Allora, serve ben altro per risollevare il morale dell’ambiente partenopeo, orfano del suo affidabilissimo “muro”, eletto novello idolo del Maradona a furor di popolo. Terrorizzato dal rendimento scadente tenuto dai due ricambi nelle poche occasioni in cui sono stati mandati in campo. In realtà, ben pochi scommettono un centesimo sul brasiliano, ormai esausto, manco fossero passati anni luce dall’ultima volta in cui ha sfoggiato le sue qualità in marcatura. Trascurando al contempo l’amarezza per il neofita spagnolo, mai davvero in rampa di lancio. Inadatto ad esprimersi compiutamente su un palcoscenico complicato come la Serie A. Evidente ne debba fare ancora di gavetta, per completare la crescita e meritarsi certi livelli.

Di Lorenzo tatticamente utile

Insomma, è il momento in cui l’inerzia fisica e la sicurezza emotiva del reparto arretrato potrebbe venire meno. Per cui sabato pomeriggio col Genoa tutti gli occhi saranno puntati sull’allenatore. Il paradosso è che non potendo contare su un vero fuoriclasse del calibro di Buongiorno, per amor di modulo, Conte opti per adattare al fianco di Rrahmani uno dei pilastri più saldi del suo schieramento, cioè Giovanni Di Lorenzo.
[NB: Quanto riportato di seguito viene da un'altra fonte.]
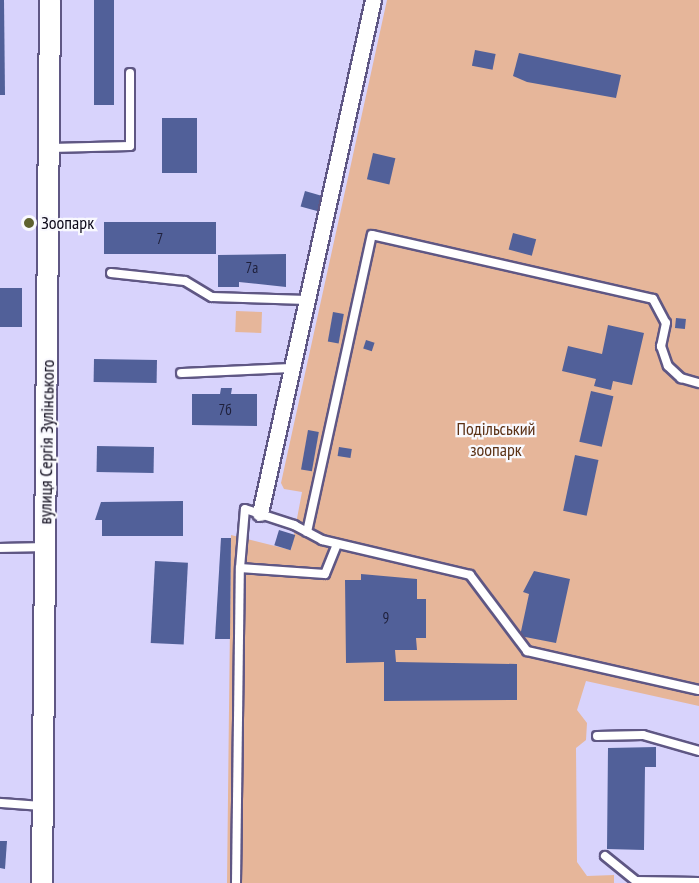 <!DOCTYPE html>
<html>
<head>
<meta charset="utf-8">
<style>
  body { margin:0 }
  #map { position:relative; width:699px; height:883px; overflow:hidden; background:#d8d3fc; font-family:"PT Sans Narrow",sans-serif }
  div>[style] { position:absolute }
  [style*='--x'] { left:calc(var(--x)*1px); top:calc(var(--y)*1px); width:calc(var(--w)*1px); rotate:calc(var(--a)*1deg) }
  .green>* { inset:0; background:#e6b69a; transform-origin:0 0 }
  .building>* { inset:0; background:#516099; transform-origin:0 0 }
  .roads { filter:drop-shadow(2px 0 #5f5784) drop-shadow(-2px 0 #5f5784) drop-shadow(0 2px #5f5784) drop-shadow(0 -2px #5f5784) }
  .service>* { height:8px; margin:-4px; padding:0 4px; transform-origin:4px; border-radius:4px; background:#fff }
  .minor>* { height:15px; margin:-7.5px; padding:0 7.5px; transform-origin:7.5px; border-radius:7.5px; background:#fff }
  .tertiary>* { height:20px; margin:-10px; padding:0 10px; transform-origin:10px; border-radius:10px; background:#fff }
  .dots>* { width:16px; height:16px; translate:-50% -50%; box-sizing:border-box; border:3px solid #f9f9fe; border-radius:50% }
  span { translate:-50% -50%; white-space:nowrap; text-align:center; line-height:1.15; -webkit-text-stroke:4.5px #f9f9fe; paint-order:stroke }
  .number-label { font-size:15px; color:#1e1f3a }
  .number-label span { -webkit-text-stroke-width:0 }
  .poi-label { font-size:18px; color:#0d091a }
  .left { translate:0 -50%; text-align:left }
  .park-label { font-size:18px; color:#5b3115 }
  .street-label { font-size:18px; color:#0d091a }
</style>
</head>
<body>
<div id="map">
  <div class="green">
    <div style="clip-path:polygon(387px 0,699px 0,699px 706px,586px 681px,577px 710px,587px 723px,586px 740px,576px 748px,577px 862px,587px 876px,614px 875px,614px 883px,227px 883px,231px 535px,291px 550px,302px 492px,284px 489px,281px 483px)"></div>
    <div style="left:236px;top:311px;width:26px;height:21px;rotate:2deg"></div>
  </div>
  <div class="building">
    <div style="clip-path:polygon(0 0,4px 0,5px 95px,0 95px)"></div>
    <div style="left:94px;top:0;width:20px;height:105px"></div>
    <div style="left:475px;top:50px;width:21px;height:16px;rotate:11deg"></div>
    <div style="clip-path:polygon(519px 53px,621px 75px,616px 98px,527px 82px,513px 76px)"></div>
    <div style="left:162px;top:118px;width:35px;height:55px"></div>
    <div style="left:373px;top:153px;width:23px;height:27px;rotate:13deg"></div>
    <div style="left:305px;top:191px;width:18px;height:16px;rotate:16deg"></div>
    <div style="left:216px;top:222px;width:32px;height:112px;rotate:90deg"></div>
    <div style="left:513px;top:233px;width:24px;height:17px;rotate:15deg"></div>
    <div style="clip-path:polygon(286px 254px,286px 287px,239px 282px,239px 287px,218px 287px,218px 255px)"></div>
    <div style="left:22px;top:288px;width:39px;height:22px;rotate:90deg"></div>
    <div style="left:333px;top:312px;width:11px;height:30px;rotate:10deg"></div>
    <div style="left:676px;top:318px;width:10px;height:10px;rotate:6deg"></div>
    <div style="clip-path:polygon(608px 325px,644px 333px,632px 385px,613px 381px,611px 390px,594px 386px,596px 379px,562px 371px,568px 346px,602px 354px)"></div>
    <div style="left:366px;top:340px;width:9px;height:9px;rotate:18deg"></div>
    <div style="left:94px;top:359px;width:63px;height:23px;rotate:1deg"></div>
    <div style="clip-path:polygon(221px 388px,232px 388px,231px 394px,257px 394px,257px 426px,192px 425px,192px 394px,220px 394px)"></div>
    <div style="left:591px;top:391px;width:23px;height:52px;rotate:13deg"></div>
    <div style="left:308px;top:430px;width:11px;height:40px;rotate:10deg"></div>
    <div style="left:97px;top:446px;width:57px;height:26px;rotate:1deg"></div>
    <div style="left:339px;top:447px;width:13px;height:9px;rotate:9deg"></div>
    <div style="left:575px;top:455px;width:24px;height:57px;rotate:12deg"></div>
    <div style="clip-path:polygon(183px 501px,183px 536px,102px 536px,102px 520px,95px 520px,101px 502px)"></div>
    <div style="left:279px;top:530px;width:17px;height:16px;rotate:17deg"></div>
    <div style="clip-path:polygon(221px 538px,231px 538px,230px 639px,215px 639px)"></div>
    <div style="left:155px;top:561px;width:33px;height:82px;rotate:3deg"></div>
    <div style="clip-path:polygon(534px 571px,570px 579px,556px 643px,520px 636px,529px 594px,523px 592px)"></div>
    <div style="clip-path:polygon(361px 574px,417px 579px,417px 599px,426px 599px,426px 638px,416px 638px,417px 650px,395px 650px,396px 662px,517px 664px,517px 700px,384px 701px,384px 662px,346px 663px,345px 580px,361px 580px)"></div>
    <div style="clip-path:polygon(656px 747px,656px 767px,645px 767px,644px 850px,607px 849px,608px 748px)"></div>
    <div style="clip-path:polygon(0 841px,7px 841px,5px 869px,0 868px)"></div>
  </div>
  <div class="roads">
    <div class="service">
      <div style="--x:51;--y:148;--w:79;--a:-1.5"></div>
      <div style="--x:130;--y:146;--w:73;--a:-90"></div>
      <div style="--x:111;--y:273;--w:74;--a:6.2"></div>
      <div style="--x:185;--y:281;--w:31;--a:31"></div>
      <div style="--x:212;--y:297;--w:95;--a:1.8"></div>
      <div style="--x:181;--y:373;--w:111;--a:-2.6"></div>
      <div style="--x:307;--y:532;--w:304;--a:-77.7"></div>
      <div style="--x:372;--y:235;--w:288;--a:12.8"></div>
      <div style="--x:653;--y:299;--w:27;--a:62"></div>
      <div style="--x:666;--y:323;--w:24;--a:102"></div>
      <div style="--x:661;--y:346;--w:21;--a:71"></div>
      <div style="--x:668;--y:366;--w:18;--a:43"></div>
      <div style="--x:681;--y:378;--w:19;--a:16"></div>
      <div style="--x:0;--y:548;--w:44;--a:-1.3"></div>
      <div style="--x:240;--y:568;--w:59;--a:-85.2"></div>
      <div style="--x:245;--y:509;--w:52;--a:18.1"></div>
      <div style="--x:294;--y:525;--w:32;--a:28"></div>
      <div style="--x:322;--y:540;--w:152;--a:13.3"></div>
      <div style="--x:470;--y:575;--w:95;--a:53.1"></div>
      <div style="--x:527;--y:651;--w:176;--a:12.8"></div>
      <div style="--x:597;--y:736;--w:46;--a:-1.2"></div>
      <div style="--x:643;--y:735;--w:58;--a:15.9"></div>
      <div style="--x:0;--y:803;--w:41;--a:4.2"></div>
      <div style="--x:605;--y:856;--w:40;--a:39"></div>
      <div style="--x:636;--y:881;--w:63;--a:0.9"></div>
      <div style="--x:236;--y:883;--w:315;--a:-89.3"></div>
      <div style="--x:240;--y:568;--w:85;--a:4"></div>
      <div style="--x:325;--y:574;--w:32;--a:-68"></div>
    </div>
    <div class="minor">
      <div style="--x:260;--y:513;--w:525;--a:-77.58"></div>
    </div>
    <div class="tertiary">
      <div style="--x:42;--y:883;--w:883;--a:-89.48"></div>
    </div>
  </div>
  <div class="dots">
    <div style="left:29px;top:223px;background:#5f622f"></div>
  </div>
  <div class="number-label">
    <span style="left:160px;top:239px">7</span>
    <span style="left:252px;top:268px">7а</span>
    <span style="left:225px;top:410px">7б</span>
    <span style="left:386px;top:618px">9</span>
  </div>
  <div class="poi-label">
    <span class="left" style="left:41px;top:223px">Зоопарк</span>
  </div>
  <div class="park-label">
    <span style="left:496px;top:440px">Подільський<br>зоопарк</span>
  </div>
  <div class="street-label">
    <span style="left:47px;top:442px;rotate:-89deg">вулиця Сергія Зулінського</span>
  </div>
</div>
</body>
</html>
Schierare il capitano, sacrificandolo centralmente, ha una spiegazione tattica plausibile. L’idea rimane quella di mantenere ordine ed equilibrio sotto la linea della palla, sfoggiando un gioco magari poco adrenalinico. Nondimeno, assai efficace.
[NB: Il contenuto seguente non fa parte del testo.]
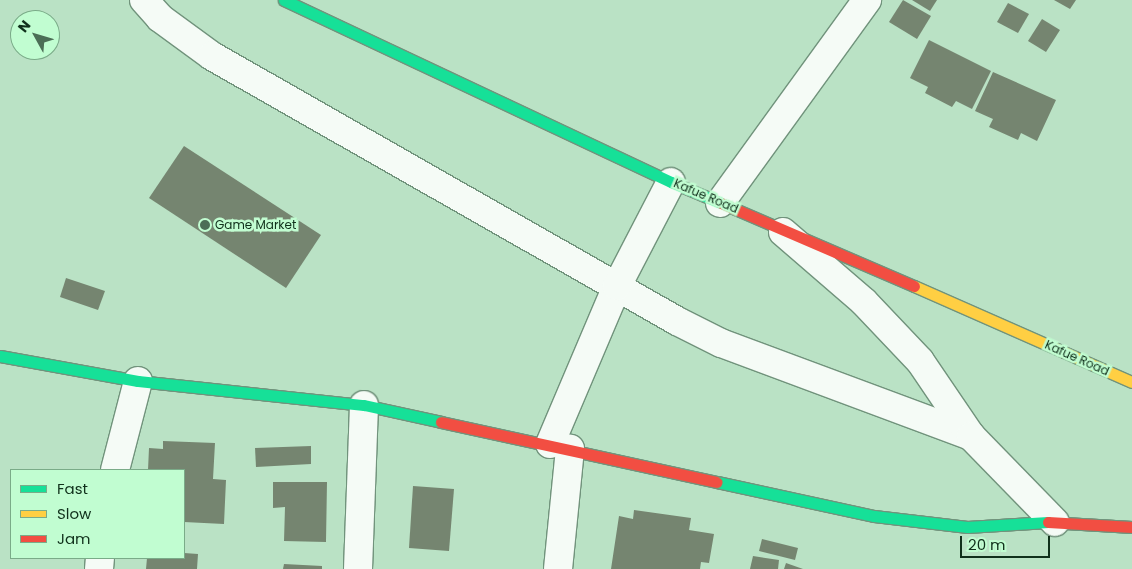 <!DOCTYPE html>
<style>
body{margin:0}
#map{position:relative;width:1132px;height:569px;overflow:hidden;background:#bae2c5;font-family:Poppins,sans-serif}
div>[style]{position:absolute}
.building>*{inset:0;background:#758570}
.roads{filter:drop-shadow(1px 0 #71937c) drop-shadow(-1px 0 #71937c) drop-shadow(0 1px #71937c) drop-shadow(0 -1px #71937c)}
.street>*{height:28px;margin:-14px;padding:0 14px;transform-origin:14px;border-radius:14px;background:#f5fbf6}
.fast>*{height:11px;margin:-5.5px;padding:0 5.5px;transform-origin:5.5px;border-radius:5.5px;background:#16e098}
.slow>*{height:11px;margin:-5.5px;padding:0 5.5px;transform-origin:5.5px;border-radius:5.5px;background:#ffcf43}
.jam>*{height:11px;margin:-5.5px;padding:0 5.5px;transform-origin:5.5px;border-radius:5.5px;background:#f24e42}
.dots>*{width:14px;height:14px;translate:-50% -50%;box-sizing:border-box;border:2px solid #c1fdd1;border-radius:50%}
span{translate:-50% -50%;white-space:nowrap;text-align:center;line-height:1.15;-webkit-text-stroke:5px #c1fdd1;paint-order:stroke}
.street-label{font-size:12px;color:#10301b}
.poi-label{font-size:12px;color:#10301b}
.left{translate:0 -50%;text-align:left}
.legend{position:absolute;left:10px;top:469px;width:175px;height:90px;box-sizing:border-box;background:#c1fdd1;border:1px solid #7aab88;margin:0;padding:6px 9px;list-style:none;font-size:15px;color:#10301b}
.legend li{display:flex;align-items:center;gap:10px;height:25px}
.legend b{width:25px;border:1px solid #7aab88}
.north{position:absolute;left:10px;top:10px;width:50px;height:50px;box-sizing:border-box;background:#c1fdd1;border:1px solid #7aab88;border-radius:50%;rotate:309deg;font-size:14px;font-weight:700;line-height:20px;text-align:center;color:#10301b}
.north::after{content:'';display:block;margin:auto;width:18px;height:22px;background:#4c6e56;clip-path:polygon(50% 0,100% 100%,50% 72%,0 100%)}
.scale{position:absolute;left:960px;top:536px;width:90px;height:22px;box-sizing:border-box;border:2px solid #10301b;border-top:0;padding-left:6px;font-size:15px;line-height:18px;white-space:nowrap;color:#10301b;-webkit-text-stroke:4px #c1fdd1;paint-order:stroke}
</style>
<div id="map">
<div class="building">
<i style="clip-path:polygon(903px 0,931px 16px,917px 39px,889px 22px)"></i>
<i style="clip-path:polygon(912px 0,937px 0,930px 11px)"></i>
<i style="clip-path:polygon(1054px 0,1076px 0,1070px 9px)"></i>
<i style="clip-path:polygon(1008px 3px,1029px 14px,1018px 33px,997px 22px)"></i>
<i style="clip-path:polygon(1042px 19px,1060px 30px,1046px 52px,1028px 41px)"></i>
<i style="clip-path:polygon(929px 40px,991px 71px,972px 109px,956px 101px,952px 107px,925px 93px,928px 87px,910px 78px)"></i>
<i style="clip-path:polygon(993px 72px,1056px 100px,1037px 141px,1021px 133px,1018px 140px,989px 127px,993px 119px,975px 111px)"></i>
<i style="clip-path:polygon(184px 146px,321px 235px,286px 288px,149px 198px)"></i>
<i style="clip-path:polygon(66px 278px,105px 291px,98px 310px,60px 297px)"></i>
<i style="clip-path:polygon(163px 441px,215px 443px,213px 479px,226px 480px,224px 524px,184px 522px,184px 470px,148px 470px,149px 448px,163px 449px)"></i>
<i style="clip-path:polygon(311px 446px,311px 464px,256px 467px,255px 448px)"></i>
<i style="clip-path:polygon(273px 482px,327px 482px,326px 542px,284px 541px,285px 507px,273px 508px)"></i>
<i style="clip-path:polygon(413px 486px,454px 489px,449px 551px,409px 548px)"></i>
<i style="clip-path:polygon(634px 510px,691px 518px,689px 530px,714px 534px,709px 563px,701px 562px,700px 569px,611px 569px,619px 516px,633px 519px)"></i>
<i style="clip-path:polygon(762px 539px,798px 548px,795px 560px,759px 551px)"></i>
<i style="clip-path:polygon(184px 553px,198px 554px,197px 569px,146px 569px,147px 558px,184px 558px)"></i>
<i style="clip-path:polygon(753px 556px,779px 560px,778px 569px,750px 569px)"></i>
<i style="clip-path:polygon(786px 563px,803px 569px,784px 569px)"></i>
<i style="clip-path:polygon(284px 564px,322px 566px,322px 569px,283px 569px)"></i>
</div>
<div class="roads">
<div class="street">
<i style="left:144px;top:0;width:24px;rotate:48deg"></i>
<i style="left:160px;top:18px;width:64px;rotate:36.2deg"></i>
<i style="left:212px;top:56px;width:535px;rotate:29.68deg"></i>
<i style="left:677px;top:321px;width:49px;rotate:26.6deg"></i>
<i style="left:721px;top:343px;width:267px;rotate:20.4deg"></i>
<i style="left:720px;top:203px;width:251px;rotate:-54.1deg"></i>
<i style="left:783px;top:232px;width:107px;rotate:40.8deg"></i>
<i style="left:864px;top:302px;width:81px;rotate:46.5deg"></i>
<i style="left:920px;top:361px;width:91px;rotate:55.8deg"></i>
<i style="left:971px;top:436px;width:120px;rotate:45.7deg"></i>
<i style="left:550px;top:444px;width:172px;rotate:-67deg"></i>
<i style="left:617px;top:286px;width:117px;rotate:-62.6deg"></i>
<i style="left:115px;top:470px;width:92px;rotate:-75.5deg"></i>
<i style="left:99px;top:569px;width:11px;rotate:-85deg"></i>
<i style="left:358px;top:569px;width:164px;rotate:-87.9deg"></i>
<i style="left:558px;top:569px;width:121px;rotate:-84.3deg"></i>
</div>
<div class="fast">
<i style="left:284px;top:0;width:428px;rotate:25.2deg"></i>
<i style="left:671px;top:182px;width:54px;rotate:22.8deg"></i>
<i style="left:0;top:356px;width:140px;rotate:10.3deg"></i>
<i style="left:138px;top:381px;width:227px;rotate:6.1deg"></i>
<i style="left:364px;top:405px;width:79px;rotate:12.4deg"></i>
<i style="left:717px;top:482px;width:161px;rotate:12.2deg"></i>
<i style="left:874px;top:516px;width:94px;rotate:6.7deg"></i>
<i style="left:967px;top:527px;width:81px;rotate:-3.5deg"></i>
</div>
<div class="slow">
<i style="left:914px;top:286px;width:238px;rotate:23.8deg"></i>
</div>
<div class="jam">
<i style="left:721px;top:203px;width:210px;rotate:23.3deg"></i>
<i style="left:441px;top:422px;width:282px;rotate:12.3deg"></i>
<i style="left:1048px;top:522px;width:84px;rotate:3.4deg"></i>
</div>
</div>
<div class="dots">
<i style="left:205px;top:225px;background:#4c6e56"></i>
</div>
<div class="street-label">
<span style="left:706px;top:196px;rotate:23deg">Kafue Road</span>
<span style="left:1077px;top:358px;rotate:24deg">Kafue Road</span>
</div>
<div class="poi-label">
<span class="left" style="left:215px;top:225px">Game Market</span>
</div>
<ul class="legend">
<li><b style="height:6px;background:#16e098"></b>Fast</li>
<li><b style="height:6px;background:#ffcf43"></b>Slow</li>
<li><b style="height:6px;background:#f24e42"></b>Jam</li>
</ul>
<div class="north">N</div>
<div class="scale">20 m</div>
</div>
Il terzino della Nazionale è l’esempio lampante di cosa possa fare un fine stratega e grande motivatore come l’Uomo del Salento: solamente pochi mesi fa il numero 22 appariva praticamente smarrito. Talmente stralunato, che una parte della critica gli aveva affibbiato l’etichetta di bollito, avviato mestamente sul viale del tramonto. Oggi è tornato a spadroneggiare sul binario di destra, proponendosi palla al piede. Ovviamente, una cosa è gestire la fascia, coprendo lo spazio oppure scatenato il proprio furore agonistico in sovrapposizione, esterna o saturando il corridoio intermedio. Tutt’altra garantire attenzione costante avendo un riferimento diretto, accettare il duello con l’obiettivo di ottimizzare la contrapposizione individuale. Situazione che impone un surplus di applicazione, fisica e mentale, funzionale a limitarne poi ogni azione.

Spinazzola jolly efficace

In definitiva, a Marassi potremmo avere l’occasione di rivedere Di Lorenzo centrale. A quel punto, lecito interrogarsi su chi lo sostituirebbe nello slot di laterale. Con Mazzocchi bloccato in infermeria, la coperta si accorcia inesorabilmente. Conte non ama a sorprendere, tantomeno improvvisare formazioni irrazionali. In soldoni, niente Zerbin, un po’ indolente in Coppa Italia contro la Lazio. Bensì Spinazzola, maggiormente abituato a scalate di reparto, oltre a scivolare con prontezza per assorbire gli inserimenti dell’esterno offensivo.

Chiaro che nulla vieta di immaginare l’utilizzo di uno tra Juan Jesus o Rafa Marin. Il tecnico non nutre alcuna preclusione nei loro riguardi. Inoltre, schierare un centrale di ruolo favorirebbe determinati meccanismi. Che si traducono non soltanto nel muoversi in sincronia col compagno di reparto. Ma soprattutto nel leggere la giocata del centravanti avversario. Quindi, sapere quando rompere la linea e uscire forte per forzare l’errore, sottraendogli tempo e spazio. Piuttosto di temporeggiare, scappando all’indietro, ricompattando l’equilibrio difensivo. Siamo all’inizio della settimana, i margini per lavorare e ragionarci su sono ancora tanti.